*Source material:*

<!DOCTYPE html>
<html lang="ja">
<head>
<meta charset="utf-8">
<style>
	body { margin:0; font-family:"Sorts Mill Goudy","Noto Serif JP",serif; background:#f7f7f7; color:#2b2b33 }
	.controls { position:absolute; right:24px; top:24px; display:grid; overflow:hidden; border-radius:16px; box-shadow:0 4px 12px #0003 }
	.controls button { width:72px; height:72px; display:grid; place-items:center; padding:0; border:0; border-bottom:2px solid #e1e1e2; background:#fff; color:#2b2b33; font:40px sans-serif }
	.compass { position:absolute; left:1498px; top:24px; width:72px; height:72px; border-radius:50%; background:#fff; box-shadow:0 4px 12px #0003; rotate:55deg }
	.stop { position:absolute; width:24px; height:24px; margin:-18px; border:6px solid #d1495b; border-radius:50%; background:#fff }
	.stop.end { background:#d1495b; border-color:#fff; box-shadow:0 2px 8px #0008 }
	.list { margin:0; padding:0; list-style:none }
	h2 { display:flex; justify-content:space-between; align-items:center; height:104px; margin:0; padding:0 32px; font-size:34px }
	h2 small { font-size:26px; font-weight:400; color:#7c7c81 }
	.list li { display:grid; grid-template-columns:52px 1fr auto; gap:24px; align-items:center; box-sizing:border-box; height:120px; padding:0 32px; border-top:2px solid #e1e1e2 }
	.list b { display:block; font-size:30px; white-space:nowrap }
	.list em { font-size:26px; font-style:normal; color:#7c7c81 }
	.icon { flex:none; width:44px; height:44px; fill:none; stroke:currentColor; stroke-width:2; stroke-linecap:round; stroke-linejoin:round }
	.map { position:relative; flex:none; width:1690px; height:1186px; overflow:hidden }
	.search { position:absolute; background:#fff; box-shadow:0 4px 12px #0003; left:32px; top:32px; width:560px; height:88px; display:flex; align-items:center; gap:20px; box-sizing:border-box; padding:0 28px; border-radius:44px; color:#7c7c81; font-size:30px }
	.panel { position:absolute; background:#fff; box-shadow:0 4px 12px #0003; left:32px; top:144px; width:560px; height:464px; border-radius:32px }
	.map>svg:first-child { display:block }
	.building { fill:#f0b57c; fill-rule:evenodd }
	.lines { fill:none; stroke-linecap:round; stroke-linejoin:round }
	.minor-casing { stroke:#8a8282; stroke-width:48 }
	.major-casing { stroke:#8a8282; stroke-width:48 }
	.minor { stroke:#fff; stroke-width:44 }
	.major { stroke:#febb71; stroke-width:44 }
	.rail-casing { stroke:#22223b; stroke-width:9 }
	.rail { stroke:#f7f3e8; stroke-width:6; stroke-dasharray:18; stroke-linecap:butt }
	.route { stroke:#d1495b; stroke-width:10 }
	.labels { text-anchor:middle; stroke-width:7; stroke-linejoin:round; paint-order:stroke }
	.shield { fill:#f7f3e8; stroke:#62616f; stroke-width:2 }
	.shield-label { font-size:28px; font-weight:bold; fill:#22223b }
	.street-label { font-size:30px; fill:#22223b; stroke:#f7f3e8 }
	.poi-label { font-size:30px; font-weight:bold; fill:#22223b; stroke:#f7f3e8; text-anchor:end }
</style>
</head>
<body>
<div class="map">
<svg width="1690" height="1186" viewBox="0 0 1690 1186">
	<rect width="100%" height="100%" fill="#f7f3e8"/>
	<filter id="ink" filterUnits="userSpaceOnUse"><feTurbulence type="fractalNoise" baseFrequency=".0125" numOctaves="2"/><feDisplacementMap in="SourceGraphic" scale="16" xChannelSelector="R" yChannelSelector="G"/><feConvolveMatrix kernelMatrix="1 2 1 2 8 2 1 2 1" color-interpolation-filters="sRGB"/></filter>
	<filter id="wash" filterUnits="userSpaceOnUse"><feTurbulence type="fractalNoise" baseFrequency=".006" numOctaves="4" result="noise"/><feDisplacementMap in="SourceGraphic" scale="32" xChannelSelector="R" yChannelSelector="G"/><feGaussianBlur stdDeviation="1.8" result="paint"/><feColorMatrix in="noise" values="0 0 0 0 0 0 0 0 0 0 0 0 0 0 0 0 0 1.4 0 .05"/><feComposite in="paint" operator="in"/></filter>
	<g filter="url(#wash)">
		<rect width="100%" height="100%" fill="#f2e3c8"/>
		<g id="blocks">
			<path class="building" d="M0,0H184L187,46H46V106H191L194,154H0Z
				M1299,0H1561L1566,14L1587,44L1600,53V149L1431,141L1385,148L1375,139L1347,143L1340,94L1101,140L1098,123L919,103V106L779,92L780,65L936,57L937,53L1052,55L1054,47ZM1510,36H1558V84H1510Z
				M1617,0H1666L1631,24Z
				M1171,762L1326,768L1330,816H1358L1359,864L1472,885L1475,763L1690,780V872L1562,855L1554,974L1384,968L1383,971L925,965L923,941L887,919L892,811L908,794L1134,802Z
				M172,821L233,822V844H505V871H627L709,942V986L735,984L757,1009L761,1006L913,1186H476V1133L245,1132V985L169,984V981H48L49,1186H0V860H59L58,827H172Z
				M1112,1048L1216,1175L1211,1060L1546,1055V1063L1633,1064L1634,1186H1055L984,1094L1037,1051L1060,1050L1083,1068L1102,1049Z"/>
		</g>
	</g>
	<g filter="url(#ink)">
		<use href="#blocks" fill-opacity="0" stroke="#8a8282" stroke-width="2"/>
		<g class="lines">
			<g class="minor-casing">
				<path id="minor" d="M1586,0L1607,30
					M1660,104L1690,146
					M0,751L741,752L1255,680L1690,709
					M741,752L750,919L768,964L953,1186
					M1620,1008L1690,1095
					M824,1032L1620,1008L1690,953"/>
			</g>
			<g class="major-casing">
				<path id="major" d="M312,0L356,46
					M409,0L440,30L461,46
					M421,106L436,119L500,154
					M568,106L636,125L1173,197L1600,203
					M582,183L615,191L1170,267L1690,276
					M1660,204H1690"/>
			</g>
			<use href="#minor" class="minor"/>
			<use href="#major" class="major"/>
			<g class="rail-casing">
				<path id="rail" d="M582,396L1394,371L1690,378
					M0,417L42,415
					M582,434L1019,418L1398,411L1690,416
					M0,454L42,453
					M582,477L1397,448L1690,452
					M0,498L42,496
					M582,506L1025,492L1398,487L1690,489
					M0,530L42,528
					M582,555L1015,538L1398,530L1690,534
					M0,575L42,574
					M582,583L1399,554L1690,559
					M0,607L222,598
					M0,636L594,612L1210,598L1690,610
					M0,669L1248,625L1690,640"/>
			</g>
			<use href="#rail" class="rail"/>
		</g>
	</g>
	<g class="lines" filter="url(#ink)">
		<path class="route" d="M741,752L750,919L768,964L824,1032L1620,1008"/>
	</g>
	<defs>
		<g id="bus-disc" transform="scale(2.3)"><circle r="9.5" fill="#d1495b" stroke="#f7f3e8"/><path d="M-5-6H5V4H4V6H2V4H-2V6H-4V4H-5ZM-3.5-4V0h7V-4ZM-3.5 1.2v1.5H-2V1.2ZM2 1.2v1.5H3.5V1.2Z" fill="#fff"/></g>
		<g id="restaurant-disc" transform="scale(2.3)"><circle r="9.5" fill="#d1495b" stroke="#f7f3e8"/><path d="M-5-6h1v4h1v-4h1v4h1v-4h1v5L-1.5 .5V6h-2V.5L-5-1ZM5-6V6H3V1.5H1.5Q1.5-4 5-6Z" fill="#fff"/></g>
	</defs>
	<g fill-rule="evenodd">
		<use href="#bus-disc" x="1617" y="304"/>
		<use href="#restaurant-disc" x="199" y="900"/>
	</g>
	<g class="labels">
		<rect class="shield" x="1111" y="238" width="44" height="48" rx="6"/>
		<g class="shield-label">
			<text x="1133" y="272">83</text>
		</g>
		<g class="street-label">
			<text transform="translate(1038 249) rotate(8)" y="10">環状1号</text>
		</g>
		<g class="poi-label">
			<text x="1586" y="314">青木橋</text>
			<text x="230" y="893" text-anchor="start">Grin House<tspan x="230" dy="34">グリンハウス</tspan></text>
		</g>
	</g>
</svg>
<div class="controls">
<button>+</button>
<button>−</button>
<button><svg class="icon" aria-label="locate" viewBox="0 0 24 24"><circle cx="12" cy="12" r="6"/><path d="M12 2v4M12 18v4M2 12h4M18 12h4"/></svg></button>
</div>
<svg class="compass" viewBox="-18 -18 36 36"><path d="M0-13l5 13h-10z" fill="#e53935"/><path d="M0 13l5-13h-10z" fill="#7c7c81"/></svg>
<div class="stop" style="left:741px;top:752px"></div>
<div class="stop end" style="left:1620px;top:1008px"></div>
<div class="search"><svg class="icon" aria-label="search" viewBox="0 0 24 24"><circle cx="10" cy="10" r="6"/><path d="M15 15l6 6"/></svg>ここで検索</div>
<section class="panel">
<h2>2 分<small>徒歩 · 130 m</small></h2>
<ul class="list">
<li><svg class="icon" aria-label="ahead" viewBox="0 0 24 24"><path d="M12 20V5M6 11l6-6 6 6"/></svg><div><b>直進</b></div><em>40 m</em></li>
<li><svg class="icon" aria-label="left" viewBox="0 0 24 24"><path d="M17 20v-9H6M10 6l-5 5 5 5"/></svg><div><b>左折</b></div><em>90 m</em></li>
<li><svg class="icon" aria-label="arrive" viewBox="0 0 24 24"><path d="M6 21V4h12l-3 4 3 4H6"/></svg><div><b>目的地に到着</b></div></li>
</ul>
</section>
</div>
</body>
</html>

*Activity:* Each line holding the word "solid" must be copied from the data.

*Output:*
	.controls button { width:72px; height:72px; display:grid; place-items:center; padding:0; border:0; border-bottom:2px solid #e1e1e2; background:#fff; color:#2b2b33; font:40px sans-serif }
	.stop { position:absolute; width:24px; height:24px; margin:-18px; border:6px solid #d1495b; border-radius:50%; background:#fff }
	.list li { display:grid; grid-template-columns:52px 1fr auto; gap:24px; align-items:center; box-sizing:border-box; height:120px; padding:0 32px; border-top:2px solid #e1e1e2 }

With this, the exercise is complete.